WHAT IS REQUIRED —
Copy the entries that appear below in full, leaving out any picture among them.

MATERIAL PROVIDED —
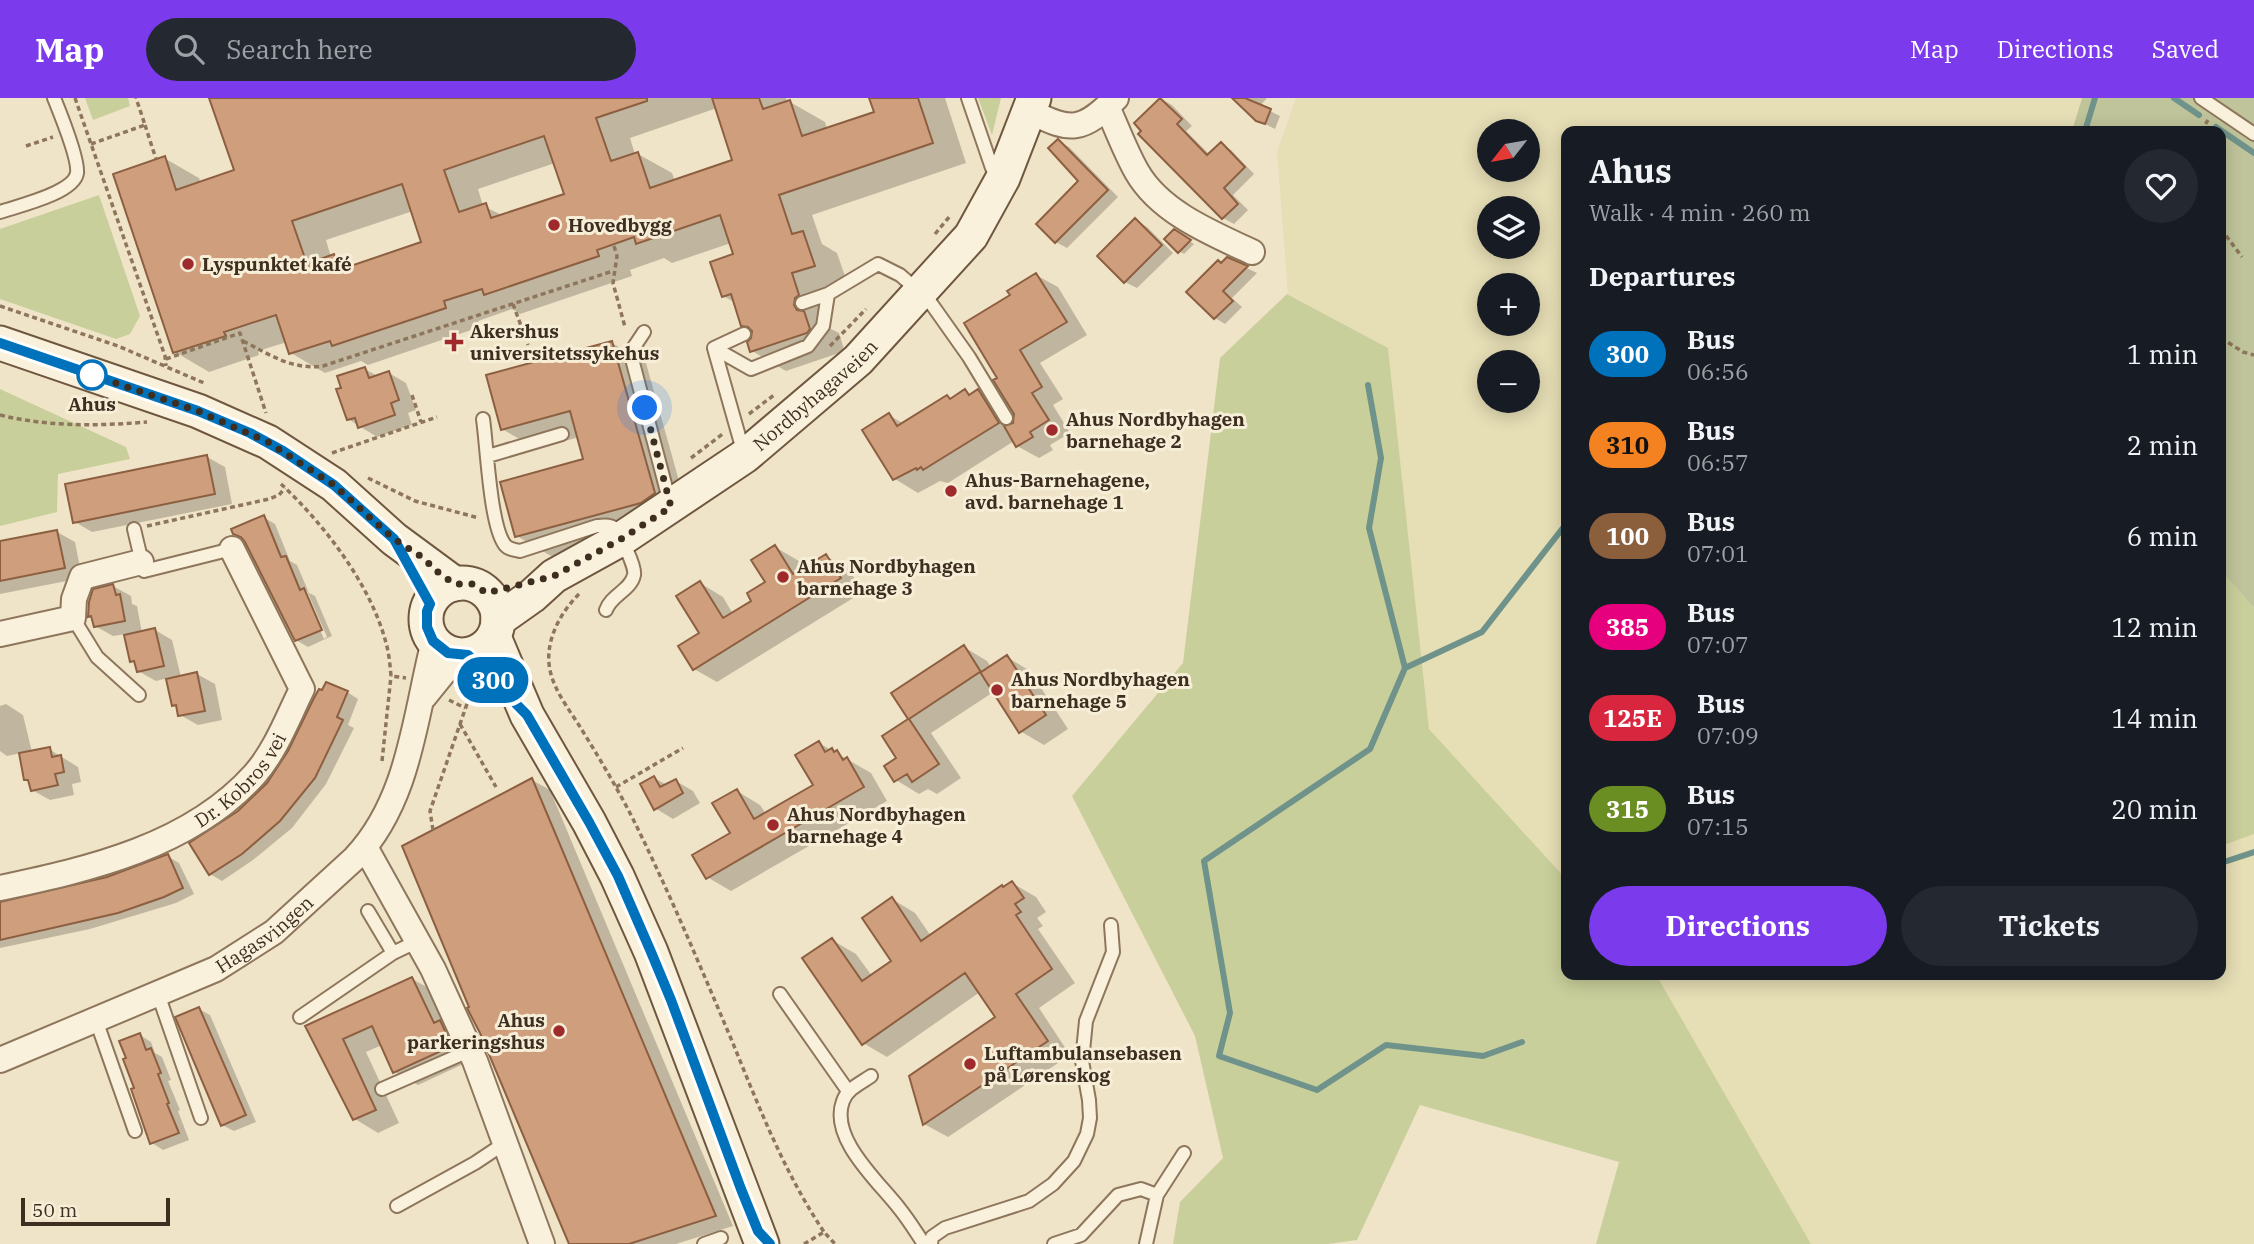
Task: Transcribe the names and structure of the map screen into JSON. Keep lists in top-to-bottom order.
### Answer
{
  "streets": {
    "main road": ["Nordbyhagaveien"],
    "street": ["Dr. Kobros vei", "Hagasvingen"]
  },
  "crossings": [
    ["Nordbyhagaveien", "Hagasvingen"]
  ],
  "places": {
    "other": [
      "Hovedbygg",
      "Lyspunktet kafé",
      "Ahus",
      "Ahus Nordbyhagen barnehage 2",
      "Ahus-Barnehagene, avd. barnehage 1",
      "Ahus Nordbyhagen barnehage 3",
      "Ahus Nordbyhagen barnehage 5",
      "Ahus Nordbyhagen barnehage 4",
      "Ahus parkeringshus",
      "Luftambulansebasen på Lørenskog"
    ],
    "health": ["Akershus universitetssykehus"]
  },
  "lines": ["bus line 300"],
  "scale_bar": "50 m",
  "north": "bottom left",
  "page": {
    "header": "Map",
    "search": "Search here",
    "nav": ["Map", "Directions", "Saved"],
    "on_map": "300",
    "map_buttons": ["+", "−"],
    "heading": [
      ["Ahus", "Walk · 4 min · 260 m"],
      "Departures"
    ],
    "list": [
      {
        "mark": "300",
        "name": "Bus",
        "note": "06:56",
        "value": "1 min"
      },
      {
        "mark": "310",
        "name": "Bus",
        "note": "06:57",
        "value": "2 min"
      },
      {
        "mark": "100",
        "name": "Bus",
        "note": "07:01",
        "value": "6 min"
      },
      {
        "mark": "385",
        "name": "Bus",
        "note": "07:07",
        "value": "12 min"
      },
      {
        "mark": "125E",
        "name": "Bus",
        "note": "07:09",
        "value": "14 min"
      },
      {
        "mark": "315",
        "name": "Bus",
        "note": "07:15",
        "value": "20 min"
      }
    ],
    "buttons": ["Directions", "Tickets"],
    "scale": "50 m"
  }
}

ANSWER TO THE EXERCISE —
Task: Transcribe the names and structure of the map screen into JSON. Keep lists in top-to-bottom order.
### Answer
{
  "streets": {
    "main road": ["Nordbyhagaveien"],
    "street": ["Dr. Kobros vei", "Hagasvingen"]
  },
  "crossings": [
    ["Nordbyhagaveien", "Hagasvingen"]
  ],
  "places": {
    "other": [
      "Hovedbygg",
      "Lyspunktet kafé",
      "Ahus",
      "Ahus Nordbyhagen barnehage 2",
      "Ahus-Barnehagene, avd. barnehage 1",
      "Ahus Nordbyhagen barnehage 3",
      "Ahus Nordbyhagen barnehage 5",
      "Ahus Nordbyhagen barnehage 4",
      "Ahus parkeringshus",
      "Luftambulansebasen på Lørenskog"
    ],
    "health": ["Akershus universitetssykehus"]
  },
  "lines": ["bus line 300"],
  "scale_bar": "50 m",
  "north": "bottom left",
  "page": {
    "header": "Map",
    "search": "Search here",
    "nav": ["Map", "Directions", "Saved"],
    "on_map": "300",
    "map_buttons": ["+", "−"],
    "heading": [
      ["Ahus", "Walk · 4 min · 260 m"],
      "Departures"
    ],
    "list": [
      {
        "mark": "300",
        "name": "Bus",
        "note": "06:56",
        "value": "1 min"
      },
      {
        "mark": "310",
        "name": "Bus",
        "note": "06:57",
        "value": "2 min"
      },
      {
        "mark": "100",
        "name": "Bus",
        "note": "07:01",
        "value": "6 min"
      },
      {
        "mark": "385",
        "name": "Bus",
        "note": "07:07",
        "value": "12 min"
      },
      {
        "mark": "125E",
        "name": "Bus",
        "note": "07:09",
        "value": "14 min"
      },
      {
        "mark": "315",
        "name": "Bus",
        "note": "07:15",
        "value": "20 min"
      }
    ],
    "buttons": ["Directions", "Tickets"],
    "scale": "50 m"
  }
}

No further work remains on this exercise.